The Best Wooden Dog Crates | Pupperton - Home


----------



## Henry&Kate (Mar 29, 2017)

Henry's ex pen is in the kitchen as well because it's more or less the center of the house and especially when he was little he could be safely tucked into his pen while I did other things and yet he was still with me. He sleeps in my room in a crate though.

But he isn't using his indoor option at all anymore He _really_ wants to go outside. I'm not sure if I were gone for maybe 5 hours if he would use it. Maybe.


----------



## lolo1 (Jul 24, 2018)

So it seems as if it is best to put the ex pen where you spend the most time which makes a lot of sense as a priority. So I'm thinking kitchen/family room, and not stressing over the potty part. Thank you!!


----------



## Tom King (Aug 2, 2006)

Once the puppy graduates from the expen, the box needs to be moved to some other location in small increases of distance. No puppy will be able to go from using a box close by, and then go to solving a multi step problem-like going down a hall, and into another room.


----------



## lolo1 (Jul 24, 2018)

that's what i was concerned about initially. I haven't trained a puppy in a while, but I thought I remembered that it would be better if the spot was where it needed to be from the start. I can put it close and then move it in small increments when it's time, and work from there 🐶


----------



## krandall (Jun 11, 2009)

lolo1 said:


> that's what i was concerned about initially. I haven't trained a puppy in a while, but I thought I remembered that it would be better if the spot was where it needed to be from the start. I can put it close and then move it in small increments when it's time, and work from there &#128054;


When I wanted my dogs to use alitter box in a new location, I put the new one where I wanted it, but didn't remove the old one until I was POSITIVE that they knew where the new one was, and that they were using it successfully for several months before removing the old one.


----------



## Mikki (May 6, 2018)

krandall said:


> When I wanted my dogs to use alitter box in a new location, I put the new one where I wanted it, but didn't remove the old one until I was POSITIVE that they knew where the new one was, and that they were using it successfully for several months before removing the old one.

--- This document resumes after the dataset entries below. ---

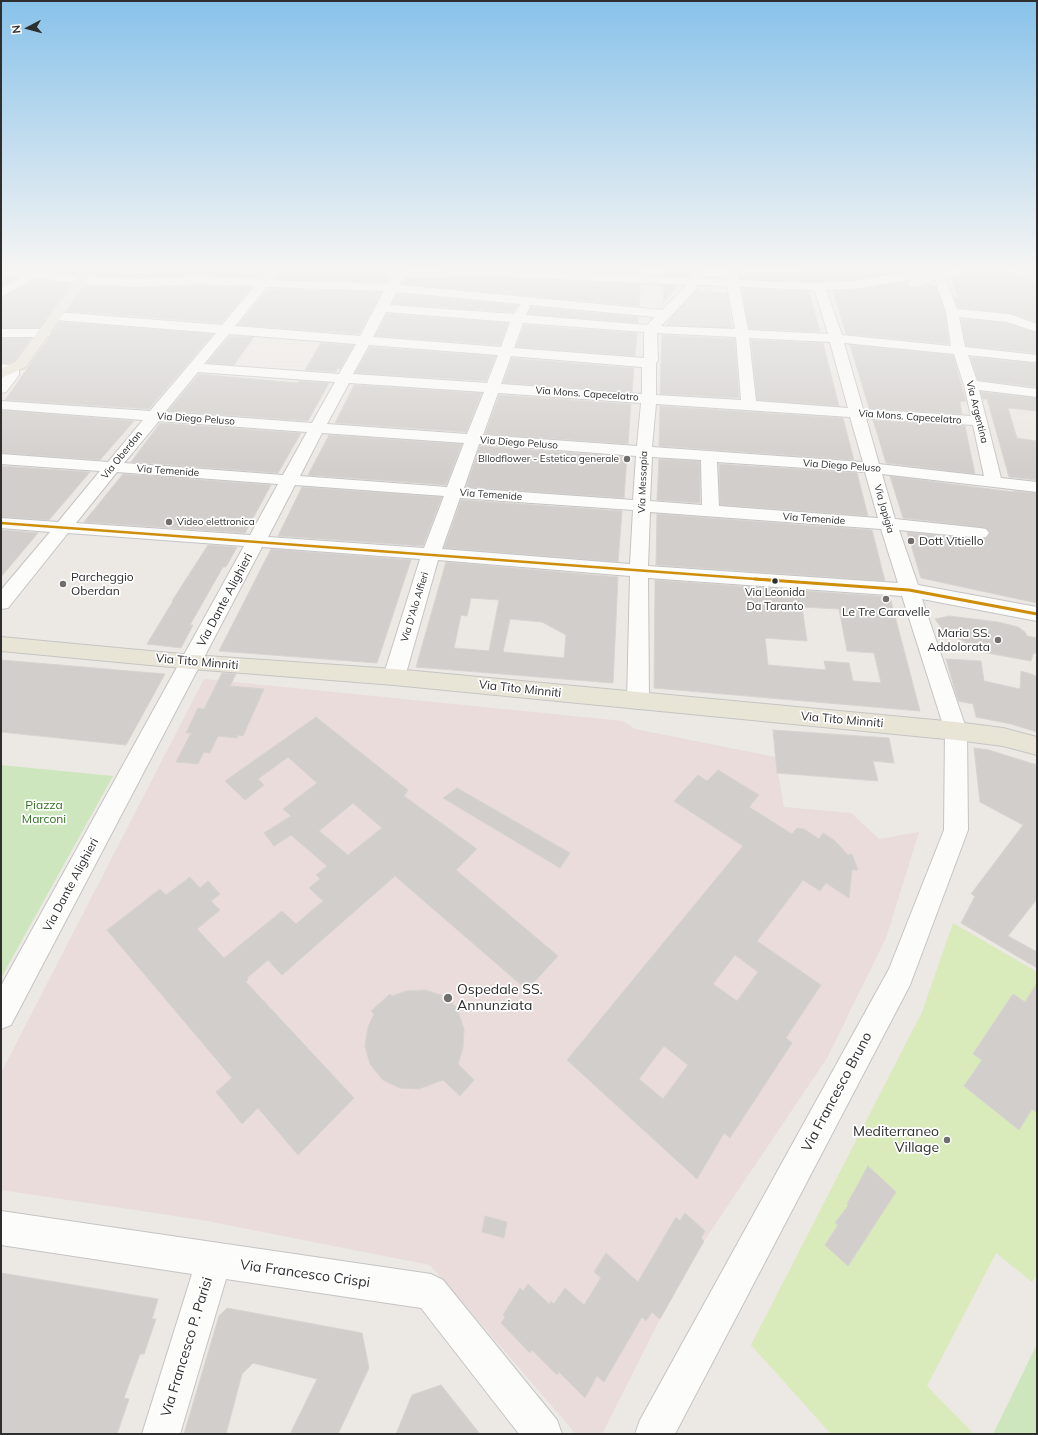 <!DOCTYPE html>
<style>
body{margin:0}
#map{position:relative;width:1038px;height:1435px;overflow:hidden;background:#ece8e4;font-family:Mulish,sans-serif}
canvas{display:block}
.frame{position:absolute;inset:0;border:2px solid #2e2e2e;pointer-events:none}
.north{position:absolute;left:8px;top:8px;width:40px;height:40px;-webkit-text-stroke:3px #fff;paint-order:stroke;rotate:264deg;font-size:11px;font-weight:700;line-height:16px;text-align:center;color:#2e2e2e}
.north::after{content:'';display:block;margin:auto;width:14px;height:18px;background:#2e2e2e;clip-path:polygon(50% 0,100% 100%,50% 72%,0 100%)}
</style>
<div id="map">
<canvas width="1038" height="1435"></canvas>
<div class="frame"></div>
<div class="north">N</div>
</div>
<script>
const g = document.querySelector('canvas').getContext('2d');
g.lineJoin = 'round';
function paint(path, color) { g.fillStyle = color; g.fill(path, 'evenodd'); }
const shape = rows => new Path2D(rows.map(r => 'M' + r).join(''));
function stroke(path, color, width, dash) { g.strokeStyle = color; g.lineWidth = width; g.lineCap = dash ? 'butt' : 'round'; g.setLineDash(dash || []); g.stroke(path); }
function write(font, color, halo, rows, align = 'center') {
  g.font = font + ' Mulish,sans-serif'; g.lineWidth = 3.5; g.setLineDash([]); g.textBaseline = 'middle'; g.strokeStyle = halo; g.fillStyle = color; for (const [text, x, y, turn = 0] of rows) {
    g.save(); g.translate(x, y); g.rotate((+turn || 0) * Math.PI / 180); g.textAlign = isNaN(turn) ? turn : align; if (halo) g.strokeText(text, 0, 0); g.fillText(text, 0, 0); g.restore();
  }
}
paint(shape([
 [204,679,623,721,635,729,775,757,784,807,851,813,879,839,919,832,886,938,827,1058,704,1241,660,1319,602,1434,576,1434,430,1265,202,1220,1,1190,1,1073]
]), '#e9dcdb');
paint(shape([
 [1,765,113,776,1,978],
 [1037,1344,1037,1434,993,1434]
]), '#cee6be');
paint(shape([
 [953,923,1037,972,1037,1274,1032,1282,996,1253,927,1386,974,1434,831,1434,751,1345,922,1012]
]), '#d9eabb');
paint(shape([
 [690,289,728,293,732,329,667,326,666,325]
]), '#dad6d2');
const building = shape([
 [35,270,81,270,78,274,35,270],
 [96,270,268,270,260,277,195,274,137,278,93,275,96,270],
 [274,270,391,270,388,276,391,276,387,282,276,279,278,274,274,270],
 [546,270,635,270,633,274,546,270],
 [666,270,671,271,690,270,688,276,664,275,666,270],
 [799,270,906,270,862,279,817,282,740,279,740,272,801,274,799,270],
 [970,270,1002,270,1037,282,1037,322,1009,313,958,308,954,297,958,299,951,277,970,270],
 [448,276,641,284,639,306,402,284,406,277,437,278,448,276],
 [1,277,16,278,1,286,1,277],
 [36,280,71,284,39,328,1,328,1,298,36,280],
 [909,281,908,284,910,287,915,288,929,284,936,287,945,312,949,344,846,334,833,291,862,289,909,281],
 [663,285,678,286,663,303,663,285],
 [86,286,137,288,195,286,252,287,221,323,67,311,86,286],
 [268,289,382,292,359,334,238,325,268,289],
 [742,289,809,291,820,332,749,329,742,289],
 [397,294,518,305,513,312,392,304,397,294],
 [531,307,639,317,638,323,528,314,531,307],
 [387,314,508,323,500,345,375,336,387,314],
 [961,319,1007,323,1037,333,1037,353,966,346,961,319],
 [60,322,213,334,149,409,5,400,60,322],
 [524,325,637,333,635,356,516,347,524,325],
 [662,335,735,339,739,398,660,394,662,335],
 [230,336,254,337,234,365,207,363,230,336],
 [1,338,31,338,15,360,8,363,1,363,1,338],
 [751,340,823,343,839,406,757,400,751,340],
 [321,343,354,345,340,369,338,368,336,372,305,370,321,343],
 [850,345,953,355,966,401,960,402,962,414,869,408,850,345],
 [370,347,496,356,486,381,355,373,370,347],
 [970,357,1033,363,1037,363,1037,387,978,380,970,357],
 [512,358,634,368,632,392,503,383,512,358],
 [199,374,297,383,298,381,329,383,308,421,168,411,199,374],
 [354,385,482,393,466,432,335,423,354,385],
 [981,392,1037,398,1037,411,1008,408,1017,438,1037,441,1037,480,1009,477,987,399,983,399,981,392],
 [499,395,631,404,628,444,485,434,499,395],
 [660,406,843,418,854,460,659,446,660,406],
 [1,410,134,421,100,460,1,453,1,410],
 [873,420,965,426,975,474,886,463,873,420],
 [160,423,301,433,278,473,131,462,160,423],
 [329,435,462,444,446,485,308,475,329,435],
 [480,446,627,457,624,498,466,487,480,446],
 [659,459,700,461,700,503,657,500,659,459],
 [719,464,857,473,868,516,720,505,719,464],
 [1,466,90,472,49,520,1,517,1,466],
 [123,474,271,485,245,533,84,522,123,474],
 [890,476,1013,492,1013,491,1037,493,1037,603,921,578,907,532,980,539,986,538,990,533,986,528,903,518,890,476],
 [302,487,442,497,423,546,278,536,302,487],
 [461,500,622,511,618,562,444,548,461,500],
 [657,514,872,530,885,581,656,565,657,514],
 [1,530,38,533,1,577,1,530],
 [208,545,237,547,226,567,223,567,190,625,193,625,181,648,147,644,173,601,172,601,208,545],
 [271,549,411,560,377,663,219,651,271,549],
 [446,562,618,577,613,683,416,667,446,562],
 [471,598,499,600,489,651,454,648,461,615,467,616,471,598],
 [510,619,542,622,566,635,564,658,503,652,510,619],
 [655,580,890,597,920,711,654,688,655,580],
 [802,607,839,609,847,651,874,653,881,683,853,681,849,663,824,661,826,670,768,665,765,638,807,641,802,607],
 [949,616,998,622,1018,627,1025,632,1027,636,1037,638,1037,652,1033,654,1031,661,982,652,943,630,935,619,949,616],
 [946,659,981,661,984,681,1020,689,1021,671,1037,676,1037,732,1011,724,976,717,973,704,958,701,946,659],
 [1,660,165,674,126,745,1,732,1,660],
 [222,673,236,674,230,686,264,689,243,736,238,735,237,738,218,736,210,753,204,752,198,764,176,762,191,733,186,733,198,708,204,709,222,673],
 [316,717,408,790,404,796,477,849,456,870,558,956,527,990,395,876,282,975,268,960,247,978,248,980,246,982,354,1098,298,1155,258,1108,242,1124,216,1092,232,1078,107,930,160,889,166,895,190,877,200,888,208,881,220,894,211,901,220,910,197,929,224,958,282,911,296,924,323,901,309,888,320,879,316,875,327,866,291,835,274,846,264,833,291,816,283,809,317,783,288,757,258,779,264,785,245,800,225,781,316,717],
 [353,803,382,828,348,855,319,831,353,803],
 [773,730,889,738,894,763,873,761,878,781,777,773,773,730],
 [974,748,989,750,1037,765,1037,899,1008,936,1037,952,1037,968,961,923,975,896,971,894,1023,825,980,802,974,748],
 [718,770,759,795,749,807,792,834,797,828,804,829,819,839,823,833,834,840,848,855,852,854,858,870,852,870,849,898,826,883,820,891,803,880,757,941,821,985,786,1038,792,1043,730,1138,724,1133,697,1179,567,1060,743,846,674,801,698,775,707,781,718,770],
 [735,955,758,972,737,1001,713,984,735,955],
 [664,1046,688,1065,663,1099,639,1079,664,1046],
 [457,788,570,853,560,868,443,798,457,788],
 [1037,983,1037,1113,1032,1109,1019,1130,964,1086,982,1060,973,1054,1013,994,1025,1002,1037,983],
 [425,990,444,996,457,1008,464,1029,463,1048,458,1064,474,1080,460,1096,443,1080,419,1089,400,1088,383,1080,370,1064,365,1046,368,1027,374,1014,371,1011,390,994,392,996,406,991,425,990],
 [868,1166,896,1192,848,1266,825,1245,838,1225,835,1223,848,1206,847,1204,868,1166],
 [685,1213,705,1231,701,1238,704,1241,660,1319,652,1312,646,1321,642,1317,604,1382,597,1376,585,1398,559,1372,557,1375,532,1350,530,1353,501,1323,505,1317,503,1315,520,1288,523,1291,528,1284,549,1304,551,1301,554,1304,565,1288,584,1305,601,1278,594,1272,606,1253,638,1282,676,1217,680,1221,685,1213],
 [485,1216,507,1222,504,1238,482,1232,485,1216],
 [1,1273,158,1299,152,1319,156,1319,144,1354,140,1354,124,1398,129,1399,117,1434,1,1434,1,1273],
 [227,1308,362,1333,369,1368,338,1434,290,1434,317,1379,253,1363,242,1374,226,1434,184,1434,219,1316,227,1308],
 [441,1385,480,1434,396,1434,412,1395,441,1385]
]);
paint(building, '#d1cecb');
stroke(building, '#d7d4d0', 1);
const minor = shape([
 [1,270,22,270,82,276,137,279,195,276,261,279,267,272,271,270,275,272,277,274,273,280,388,284,396,270,408,270,400,285,662,310,684,288,686,285,447,274,443,272,441,270,519,270,689,278,692,270,702,270,700,278,727,279,727,270,739,270,739,280,817,283,862,280,916,270,933,270,931,272,911,279,862,288,826,290,842,335,951,346,946,312,935,280,915,287,911,286,909,283,911,280,940,270,956,270,954,272,945,276,957,309,1009,314,1037,324,1037,332,1007,322,959,317,965,347,1037,355,1037,361,1033,362,968,355,977,381,1037,389,1037,397,979,390,1001,478,1037,482,1037,492,882,474,895,519,980,528,986,529,989,533,986,537,980,538,899,530,918,585,1037,607,1037,621,922,599,967,731,968,830,910,985,675,1434,635,1434,640,1420,889,969,944,830,945,731,902,596,648,578,649,701,646,707,638,709,630,707,627,701,630,576,438,560,405,677,401,682,394,685,387,682,383,677,420,559,262,547,11,1025,1,1029,1,986,244,546,68,533,8,608,1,609,1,590,50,532,1,528,1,518,58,522,100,471,1,464,1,454,108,462,143,420,1,409,1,401,150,411,216,333,56,320,51,319,50,316,51,313,56,312,222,325,255,286,195,284,137,287,82,284,36,278,1,297,1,288,21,277,1,275,1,270],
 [698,285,727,286,735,329,661,326,694,292,698,285],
 [267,287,384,291,360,336,235,326,267,287],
 [740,287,813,290,816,294,828,334,748,330,740,287],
 [396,292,521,304,514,314,390,305,396,292],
 [529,305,655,317,647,325,526,315,530,307,529,305],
 [386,312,510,322,501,347,373,337,386,312],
 [523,323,644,332,644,358,514,348,523,323],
 [657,333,736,337,741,400,656,395,656,363,658,360,657,333],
 [229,334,356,344,339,374,204,364,229,334],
 [749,338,830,342,848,408,756,401,749,338],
 [844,343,954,354,964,385,971,416,863,409,844,343],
 [369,345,498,355,487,383,353,374,369,345],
 [511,356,642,367,642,394,501,384,511,356],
 [198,372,335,382,312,423,165,412,198,372],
 [349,383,484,392,467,434,327,424,349,383],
 [498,393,641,403,637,446,483,435,498,393],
 [656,404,850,417,863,462,652,447,656,404],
 [866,418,973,425,984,476,879,464,866,418],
 [159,421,307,432,283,475,124,463,159,421],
 [322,433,464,443,447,487,300,476,322,433],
 [479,444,636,456,633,500,464,488,479,444],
 [652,457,701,460,702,505,650,501,652,457],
 [717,462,865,472,878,518,719,506,717,462],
 [117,472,278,484,250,535,76,523,117,472],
 [295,485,444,496,424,548,268,537,295,485],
 [460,498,633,510,630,564,442,549,460,498],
 [650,512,881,529,898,583,648,566,650,512],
 [1017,270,1037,270,1037,278,1019,272,1017,270],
 [1,329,44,329,49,330,51,333,49,336,44,337,1,337,1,329],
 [1,364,17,366,19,369,19,375,6,392,1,393,1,380,5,373,1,372,1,364],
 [1,1211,431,1274,443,1280,557,1420,562,1434,519,1434,421,1308,226,1279,180,1434,142,1434,192,1274,1,1245,1,1211]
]);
const major = shape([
 [83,270,95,270,26,367,1,378,1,369,16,361,83,270],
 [1,637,192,655,394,669,956,722,1003,728,1037,737,1037,755,1003,746,956,740,394,685,192,669,1,651,1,637]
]);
stroke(minor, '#c5c4c5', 2);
stroke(major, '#c6c5c4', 2);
paint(minor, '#fcfcfb');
paint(major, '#e8e4d6');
stroke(shape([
 [1,523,769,580]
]), '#cf8e09', 2.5);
stroke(shape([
 [755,579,909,590,1037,614]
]), '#cf8e09', 3);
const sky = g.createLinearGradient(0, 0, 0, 471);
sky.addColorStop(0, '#88c2ea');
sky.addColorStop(0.57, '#f6f5f3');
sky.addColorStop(1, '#f6f5f300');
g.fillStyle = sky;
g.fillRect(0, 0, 1038, 471);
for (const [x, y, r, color] of [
 [627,459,4,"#706f6e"],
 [169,522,4,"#706f6e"],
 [911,541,4,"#706f6e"],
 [775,581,3.5,"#2e2e2e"],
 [63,584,4,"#706f6e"],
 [886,599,4,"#706f6e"],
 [998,640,4,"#706f6e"],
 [448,998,5,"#706f6e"],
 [947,1140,4,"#706f6e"]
]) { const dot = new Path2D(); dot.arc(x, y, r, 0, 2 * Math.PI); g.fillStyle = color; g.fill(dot); stroke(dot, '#fff', 1.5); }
write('10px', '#2e2e2e', '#fff', [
 ["Via Mons. Capecelatro",587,394,4],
 ["Via Argentina",977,412,76],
 ["Via Mons. Capecelatro",910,417,4],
 ["Via Diego Peluso",196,419,4],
 ["Via Diego Peluso",519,443,4],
 ["Via Oberdan",122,455,-51],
 ["Via Diego Peluso",842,466,4],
 ["Via Temenide",168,471,4],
 ["Via Messapia",643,482,-88],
 ["Via Temenide",491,495,4],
 ["Via Japigia",884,509,74],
 ["Via Temenide",814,519,4],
 ["Via D'Alo Alfieri",415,607,-73]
]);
write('10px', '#2e2e2e', '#fff', [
 ["Bllodflower - Estetica generale",619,459],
 ["Video elettronica",177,522,"left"]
], 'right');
write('11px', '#2e2e2e', '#fff', [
 ["Via Leonida",775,593],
 ["Da Taranto",775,607]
]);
write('12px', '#2e2e2e', '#fff', [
 ["Dott Vitiello",919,541],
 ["Parcheggio",71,577],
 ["Oberdan",71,591],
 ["Le Tre Caravelle",886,612,"center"],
 ["Maria SS.",990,633,"right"],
 ["Addolorata",990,647,"right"]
], 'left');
write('12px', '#2e2e2e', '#fff', [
 ["Via Dante Alighieri",225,600,-62],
 ["Via Tito Minniti",197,662,5],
 ["Via Tito Minniti",520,689,6],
 ["Via Tito Minniti",842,720,5],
 ["Via Dante Alighieri",71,885,-62]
]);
write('12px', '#2c6e1b', '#fff', [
 ["Piazza",44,805],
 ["Marconi",44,819]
]);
write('14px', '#2e2e2e', '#fff', [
 ["Ospedale SS.",457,990],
 ["Annunziata",457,1006],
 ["Mediterraneo",939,1132,"right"],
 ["Village",939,1148,"right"]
], 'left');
write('14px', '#2e2e2e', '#fff', [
 ["Via Francesco Bruno",837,1092,-62],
 ["Via Francesco Crispi",305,1274,8],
 ["Via Francesco P. Parisi",187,1347,-73]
]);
</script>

My pup is 5 months old and although I can't trust her 100%, I placed two other Paw Trax pads around the house, in addition to the one in her ex-pen. I did that when she was 4 months.

We're currently in an 1,110 sq ft vacation townhome. I have closed off rooms to limit her roaming space. Initially, she only used the ex-pen pad. One day I noticed she started using a second one.

It's hysterical to see. I have a third pad upstairs but when she feels the urge instead of using the pad upstairs she makes a mad running dash downstairs to her ex-pen. She sniffs around the pad upstairs but I haven't been able to talk her into using it.

Eventually, I want her to use the third one upstairs and eliminate the other two. And ... hope she prefers to go outside but I will always need an indoor potty for inconvenient times.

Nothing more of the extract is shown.